- Allegiance: British India (1943-1947) India (1947-1969)
- Branch: British Indian Army Indian Army
- Service years: 1943–1969
- Rank: Brigadier
- Service number: IEC-4247 (emergency commission) IC-1865 (regular commission)
- Unit: First Battalion, The Bihar Regiment, 38 Medium Regiment
- Conflicts: World War II Burma campaign; ;
- Awards: Military Cross

= Anwar Hasan Rizvi =

Brigadier Saiyed Anwar Hasan Rizvi MC was a decorated Indian Army officer who received the Military Cross in the Burma Campaign during the Second World War.

==Life and career==
Rizvi was from Allahabad, and received an emergency commission as a second lieutenant in the Bihar Regiment on 28 February 1943. As a war-substantive lieutenant during the Burma Campaign, he fought with the Lushai Brigade and was awarded a Military Cross (MC) for his heroism.

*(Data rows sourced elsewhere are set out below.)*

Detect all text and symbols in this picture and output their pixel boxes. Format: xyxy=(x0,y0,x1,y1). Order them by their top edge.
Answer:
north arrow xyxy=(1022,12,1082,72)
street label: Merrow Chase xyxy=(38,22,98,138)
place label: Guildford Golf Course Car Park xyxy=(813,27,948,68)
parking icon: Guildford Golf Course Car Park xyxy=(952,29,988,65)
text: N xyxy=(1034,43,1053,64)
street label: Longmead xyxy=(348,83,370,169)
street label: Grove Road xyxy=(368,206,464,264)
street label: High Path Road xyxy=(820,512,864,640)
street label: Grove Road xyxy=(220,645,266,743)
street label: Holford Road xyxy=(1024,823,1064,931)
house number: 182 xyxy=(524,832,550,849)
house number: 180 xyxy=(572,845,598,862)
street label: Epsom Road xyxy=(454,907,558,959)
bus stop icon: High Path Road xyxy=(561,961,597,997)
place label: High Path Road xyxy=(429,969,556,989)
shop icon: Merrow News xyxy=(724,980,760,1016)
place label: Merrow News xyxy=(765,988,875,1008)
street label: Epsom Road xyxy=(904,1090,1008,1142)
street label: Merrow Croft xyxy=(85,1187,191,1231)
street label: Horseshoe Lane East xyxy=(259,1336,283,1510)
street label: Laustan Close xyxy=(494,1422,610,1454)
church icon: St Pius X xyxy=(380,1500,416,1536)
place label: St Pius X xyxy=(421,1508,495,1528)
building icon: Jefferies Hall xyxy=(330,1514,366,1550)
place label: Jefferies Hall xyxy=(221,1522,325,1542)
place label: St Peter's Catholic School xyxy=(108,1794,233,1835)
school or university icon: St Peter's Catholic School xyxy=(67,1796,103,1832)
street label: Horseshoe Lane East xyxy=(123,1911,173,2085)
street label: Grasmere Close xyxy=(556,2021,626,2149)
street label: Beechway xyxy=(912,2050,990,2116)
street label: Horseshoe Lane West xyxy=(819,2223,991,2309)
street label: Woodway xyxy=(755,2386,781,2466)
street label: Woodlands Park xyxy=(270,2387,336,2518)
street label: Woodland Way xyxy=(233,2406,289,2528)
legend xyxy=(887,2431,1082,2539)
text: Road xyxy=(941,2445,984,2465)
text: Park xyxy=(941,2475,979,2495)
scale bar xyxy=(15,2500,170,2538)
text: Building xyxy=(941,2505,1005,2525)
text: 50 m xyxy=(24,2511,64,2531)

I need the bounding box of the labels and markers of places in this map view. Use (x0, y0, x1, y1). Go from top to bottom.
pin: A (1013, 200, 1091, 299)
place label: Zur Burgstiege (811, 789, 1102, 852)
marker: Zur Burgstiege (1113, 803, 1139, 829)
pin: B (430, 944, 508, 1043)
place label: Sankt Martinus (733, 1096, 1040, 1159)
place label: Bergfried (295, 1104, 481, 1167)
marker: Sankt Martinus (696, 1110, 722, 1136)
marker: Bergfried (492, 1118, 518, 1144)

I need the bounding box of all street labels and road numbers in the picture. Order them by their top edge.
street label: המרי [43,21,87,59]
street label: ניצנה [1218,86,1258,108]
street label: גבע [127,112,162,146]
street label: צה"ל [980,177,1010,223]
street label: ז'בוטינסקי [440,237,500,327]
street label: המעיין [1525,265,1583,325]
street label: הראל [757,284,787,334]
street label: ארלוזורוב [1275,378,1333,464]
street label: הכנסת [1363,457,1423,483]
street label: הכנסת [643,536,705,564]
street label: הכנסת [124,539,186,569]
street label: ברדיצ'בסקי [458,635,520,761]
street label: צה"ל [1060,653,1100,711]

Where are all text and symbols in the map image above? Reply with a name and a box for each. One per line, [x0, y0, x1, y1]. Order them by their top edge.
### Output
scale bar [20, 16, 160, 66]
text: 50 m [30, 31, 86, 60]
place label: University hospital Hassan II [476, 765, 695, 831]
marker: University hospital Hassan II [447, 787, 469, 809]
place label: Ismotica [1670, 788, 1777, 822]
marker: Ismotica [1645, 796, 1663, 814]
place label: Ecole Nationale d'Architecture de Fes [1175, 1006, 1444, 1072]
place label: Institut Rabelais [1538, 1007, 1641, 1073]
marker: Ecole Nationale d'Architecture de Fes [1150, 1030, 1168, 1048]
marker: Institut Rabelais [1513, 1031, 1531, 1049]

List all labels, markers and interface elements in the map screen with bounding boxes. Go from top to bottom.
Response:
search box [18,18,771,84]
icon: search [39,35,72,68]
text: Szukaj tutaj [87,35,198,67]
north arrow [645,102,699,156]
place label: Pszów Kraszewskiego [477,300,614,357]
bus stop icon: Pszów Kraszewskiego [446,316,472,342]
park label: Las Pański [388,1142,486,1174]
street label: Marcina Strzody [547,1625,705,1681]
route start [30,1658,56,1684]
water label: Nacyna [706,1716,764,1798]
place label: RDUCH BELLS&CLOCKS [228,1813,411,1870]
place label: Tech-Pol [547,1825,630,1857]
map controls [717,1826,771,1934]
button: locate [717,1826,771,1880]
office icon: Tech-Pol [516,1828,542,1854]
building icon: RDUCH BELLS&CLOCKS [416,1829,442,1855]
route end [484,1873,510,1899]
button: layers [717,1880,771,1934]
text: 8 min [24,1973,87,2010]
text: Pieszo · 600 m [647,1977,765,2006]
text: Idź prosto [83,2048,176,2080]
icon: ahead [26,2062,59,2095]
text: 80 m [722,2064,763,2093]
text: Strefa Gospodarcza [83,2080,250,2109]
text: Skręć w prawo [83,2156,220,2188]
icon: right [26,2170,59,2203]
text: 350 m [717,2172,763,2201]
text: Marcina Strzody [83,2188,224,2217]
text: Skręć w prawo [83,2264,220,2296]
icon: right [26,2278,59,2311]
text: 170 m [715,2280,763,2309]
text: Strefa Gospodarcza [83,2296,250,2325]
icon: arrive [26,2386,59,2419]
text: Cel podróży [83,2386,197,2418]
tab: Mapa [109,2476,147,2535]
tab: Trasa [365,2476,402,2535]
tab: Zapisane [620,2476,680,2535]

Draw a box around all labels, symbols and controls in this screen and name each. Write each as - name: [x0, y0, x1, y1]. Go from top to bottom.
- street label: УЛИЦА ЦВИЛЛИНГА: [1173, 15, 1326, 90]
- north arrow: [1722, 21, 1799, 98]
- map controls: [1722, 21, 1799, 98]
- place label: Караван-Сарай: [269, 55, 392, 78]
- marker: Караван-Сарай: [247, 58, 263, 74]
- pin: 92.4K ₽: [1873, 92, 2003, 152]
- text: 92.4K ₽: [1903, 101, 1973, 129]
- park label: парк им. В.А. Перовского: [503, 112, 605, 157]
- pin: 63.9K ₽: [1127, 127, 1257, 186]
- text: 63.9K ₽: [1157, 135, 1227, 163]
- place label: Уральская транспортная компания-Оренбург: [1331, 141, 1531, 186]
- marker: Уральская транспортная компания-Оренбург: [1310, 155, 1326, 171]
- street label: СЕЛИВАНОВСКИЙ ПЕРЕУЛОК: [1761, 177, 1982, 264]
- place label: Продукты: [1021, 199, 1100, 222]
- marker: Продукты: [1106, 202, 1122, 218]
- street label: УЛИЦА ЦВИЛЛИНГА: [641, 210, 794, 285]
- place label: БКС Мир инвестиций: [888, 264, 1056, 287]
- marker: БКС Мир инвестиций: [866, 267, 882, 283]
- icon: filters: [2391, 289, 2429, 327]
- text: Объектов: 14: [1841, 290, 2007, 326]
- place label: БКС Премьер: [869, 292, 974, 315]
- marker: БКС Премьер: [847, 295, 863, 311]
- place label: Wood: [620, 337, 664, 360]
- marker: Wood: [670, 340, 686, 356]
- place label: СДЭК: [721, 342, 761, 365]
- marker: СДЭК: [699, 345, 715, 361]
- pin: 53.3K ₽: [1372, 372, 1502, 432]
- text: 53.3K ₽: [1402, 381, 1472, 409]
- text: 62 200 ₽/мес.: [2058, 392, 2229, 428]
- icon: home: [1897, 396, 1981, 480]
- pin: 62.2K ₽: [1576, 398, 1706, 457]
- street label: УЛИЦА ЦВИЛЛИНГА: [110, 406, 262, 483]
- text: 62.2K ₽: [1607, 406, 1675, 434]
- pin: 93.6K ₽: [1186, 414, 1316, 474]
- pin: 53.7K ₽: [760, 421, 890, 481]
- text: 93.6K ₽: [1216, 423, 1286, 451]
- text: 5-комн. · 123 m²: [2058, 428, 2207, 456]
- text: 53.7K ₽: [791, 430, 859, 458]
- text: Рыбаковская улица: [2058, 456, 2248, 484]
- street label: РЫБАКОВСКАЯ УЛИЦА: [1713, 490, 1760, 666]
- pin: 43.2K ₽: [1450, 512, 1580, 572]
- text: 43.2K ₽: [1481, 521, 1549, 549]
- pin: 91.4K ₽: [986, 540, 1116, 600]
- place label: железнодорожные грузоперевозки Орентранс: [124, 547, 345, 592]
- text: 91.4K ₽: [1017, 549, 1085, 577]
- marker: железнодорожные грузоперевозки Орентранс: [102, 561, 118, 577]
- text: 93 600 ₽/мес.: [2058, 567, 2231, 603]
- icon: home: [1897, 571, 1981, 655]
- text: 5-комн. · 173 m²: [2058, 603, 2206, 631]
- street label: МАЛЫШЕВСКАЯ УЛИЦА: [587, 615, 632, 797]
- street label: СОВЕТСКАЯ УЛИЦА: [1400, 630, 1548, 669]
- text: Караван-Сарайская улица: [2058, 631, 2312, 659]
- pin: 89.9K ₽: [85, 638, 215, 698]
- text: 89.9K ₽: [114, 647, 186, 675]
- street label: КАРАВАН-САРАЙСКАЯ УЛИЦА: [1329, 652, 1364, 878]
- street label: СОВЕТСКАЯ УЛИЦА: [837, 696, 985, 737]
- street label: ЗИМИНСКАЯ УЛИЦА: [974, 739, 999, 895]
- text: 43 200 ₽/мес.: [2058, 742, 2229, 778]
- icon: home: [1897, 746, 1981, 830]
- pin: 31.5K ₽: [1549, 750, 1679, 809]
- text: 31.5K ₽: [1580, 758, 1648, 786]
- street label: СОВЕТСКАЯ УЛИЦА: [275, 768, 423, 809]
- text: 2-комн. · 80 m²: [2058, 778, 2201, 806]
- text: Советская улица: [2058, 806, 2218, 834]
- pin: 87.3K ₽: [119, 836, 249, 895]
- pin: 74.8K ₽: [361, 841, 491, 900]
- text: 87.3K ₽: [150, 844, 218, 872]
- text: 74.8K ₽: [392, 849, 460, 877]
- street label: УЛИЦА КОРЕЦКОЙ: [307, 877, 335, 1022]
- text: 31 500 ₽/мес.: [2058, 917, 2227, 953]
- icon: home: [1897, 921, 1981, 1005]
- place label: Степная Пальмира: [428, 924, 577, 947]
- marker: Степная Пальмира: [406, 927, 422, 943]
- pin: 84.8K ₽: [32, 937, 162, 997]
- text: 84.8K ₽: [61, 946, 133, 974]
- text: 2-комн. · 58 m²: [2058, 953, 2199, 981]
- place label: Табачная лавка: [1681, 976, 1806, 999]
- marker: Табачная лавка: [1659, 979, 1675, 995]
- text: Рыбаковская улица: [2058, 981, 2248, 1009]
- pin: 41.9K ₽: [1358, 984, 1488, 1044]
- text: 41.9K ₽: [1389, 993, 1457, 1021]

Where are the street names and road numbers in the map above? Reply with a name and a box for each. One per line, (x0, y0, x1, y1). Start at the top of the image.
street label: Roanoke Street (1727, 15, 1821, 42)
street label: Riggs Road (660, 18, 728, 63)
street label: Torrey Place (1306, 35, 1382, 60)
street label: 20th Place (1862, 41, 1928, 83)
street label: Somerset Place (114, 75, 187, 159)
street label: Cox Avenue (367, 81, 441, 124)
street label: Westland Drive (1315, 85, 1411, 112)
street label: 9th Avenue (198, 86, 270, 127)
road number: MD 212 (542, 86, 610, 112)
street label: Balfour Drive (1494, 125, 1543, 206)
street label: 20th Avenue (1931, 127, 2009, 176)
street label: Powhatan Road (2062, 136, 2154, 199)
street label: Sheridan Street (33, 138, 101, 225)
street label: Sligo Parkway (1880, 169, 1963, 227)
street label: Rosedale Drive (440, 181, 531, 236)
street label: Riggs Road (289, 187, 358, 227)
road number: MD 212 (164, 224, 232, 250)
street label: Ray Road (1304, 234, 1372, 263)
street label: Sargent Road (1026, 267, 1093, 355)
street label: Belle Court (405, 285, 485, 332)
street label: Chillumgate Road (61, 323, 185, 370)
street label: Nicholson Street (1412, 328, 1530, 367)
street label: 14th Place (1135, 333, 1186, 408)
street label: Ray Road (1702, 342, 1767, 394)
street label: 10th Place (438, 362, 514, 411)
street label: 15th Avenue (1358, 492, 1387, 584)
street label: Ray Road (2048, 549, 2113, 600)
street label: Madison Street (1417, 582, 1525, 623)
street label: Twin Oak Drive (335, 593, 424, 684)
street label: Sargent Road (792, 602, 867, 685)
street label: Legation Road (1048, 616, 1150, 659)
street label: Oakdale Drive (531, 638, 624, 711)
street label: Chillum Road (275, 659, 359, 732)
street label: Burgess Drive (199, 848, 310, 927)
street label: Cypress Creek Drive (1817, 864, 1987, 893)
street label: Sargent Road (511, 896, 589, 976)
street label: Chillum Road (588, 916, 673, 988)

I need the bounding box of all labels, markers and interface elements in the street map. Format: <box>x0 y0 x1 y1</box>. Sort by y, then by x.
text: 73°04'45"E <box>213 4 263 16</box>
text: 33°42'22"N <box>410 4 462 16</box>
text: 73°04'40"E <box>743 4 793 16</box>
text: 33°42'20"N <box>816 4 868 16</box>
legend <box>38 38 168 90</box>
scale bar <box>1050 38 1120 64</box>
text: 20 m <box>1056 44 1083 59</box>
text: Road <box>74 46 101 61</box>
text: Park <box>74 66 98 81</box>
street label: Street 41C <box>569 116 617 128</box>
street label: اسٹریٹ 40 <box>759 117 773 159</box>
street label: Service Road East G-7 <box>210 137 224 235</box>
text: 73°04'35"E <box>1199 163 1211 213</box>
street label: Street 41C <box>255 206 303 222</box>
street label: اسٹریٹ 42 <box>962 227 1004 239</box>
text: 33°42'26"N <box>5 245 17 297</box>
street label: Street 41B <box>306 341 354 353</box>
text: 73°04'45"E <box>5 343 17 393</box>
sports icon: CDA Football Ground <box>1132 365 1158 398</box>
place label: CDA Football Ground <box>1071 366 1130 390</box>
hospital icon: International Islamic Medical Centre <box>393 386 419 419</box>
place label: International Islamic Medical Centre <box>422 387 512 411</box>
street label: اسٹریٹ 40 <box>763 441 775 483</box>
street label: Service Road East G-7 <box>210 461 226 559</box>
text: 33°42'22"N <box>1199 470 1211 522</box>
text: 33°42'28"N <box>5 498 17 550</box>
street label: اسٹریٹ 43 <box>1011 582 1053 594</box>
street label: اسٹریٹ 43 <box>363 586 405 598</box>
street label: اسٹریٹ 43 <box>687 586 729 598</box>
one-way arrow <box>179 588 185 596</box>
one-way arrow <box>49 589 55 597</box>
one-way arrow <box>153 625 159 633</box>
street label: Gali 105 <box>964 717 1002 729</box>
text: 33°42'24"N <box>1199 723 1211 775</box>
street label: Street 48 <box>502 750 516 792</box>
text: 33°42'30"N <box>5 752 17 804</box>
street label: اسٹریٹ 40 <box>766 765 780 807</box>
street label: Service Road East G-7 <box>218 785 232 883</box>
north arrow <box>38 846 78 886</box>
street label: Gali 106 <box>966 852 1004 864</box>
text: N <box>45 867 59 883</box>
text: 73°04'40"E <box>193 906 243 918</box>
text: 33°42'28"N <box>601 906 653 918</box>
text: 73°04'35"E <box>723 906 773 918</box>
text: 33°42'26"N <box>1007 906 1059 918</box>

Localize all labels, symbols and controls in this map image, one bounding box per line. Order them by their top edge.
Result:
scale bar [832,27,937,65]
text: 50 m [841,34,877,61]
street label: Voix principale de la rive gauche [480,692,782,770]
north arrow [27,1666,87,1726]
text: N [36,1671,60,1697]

The citation recommending Rizvi for a Military Cross runs as follows:

16 October 1944

W. S. Lieut. SAIYED ANWAR HASAN RIZVI, 1st Bihar Regiment

Area HAKA-FALAM road.

On 16 October 1944 Lieutenant RIZVI when leading a patrol of 4 sections, came across signs of further evacuation of Pioneer Camp. He tracked the enemy to TIHPUL village and overtook them. He saw about 150 Japs and INA including 3 officers in the area about 100 yards away. Disregarding the numerical superiority of the enemy and at considerable risk to himself and his men he advanced within 50 yards and opened fire on the enemy and took them completely by surprise causing 9 casualties. By his cool and determined action in the face of grave danger he was a great inspiration to his men.

After the war, Rizvi remained in the British Indian Army and opted to continue serving in the Indian Army post-Indian independence. He received a regular commission in the artillery, and was promoted to major on 28 February 1956. As a lieutenant-colonel, he was given command of an infantry brigade on 10 December 1964. He was promoted to the substantive rank of colonel on 22 December 1965, and to substantive brigadier on 12 November 1967. On 11 January 1968, he was appointed Commander, Lucknow Sub-Area, and took retirement on 16 December 1969.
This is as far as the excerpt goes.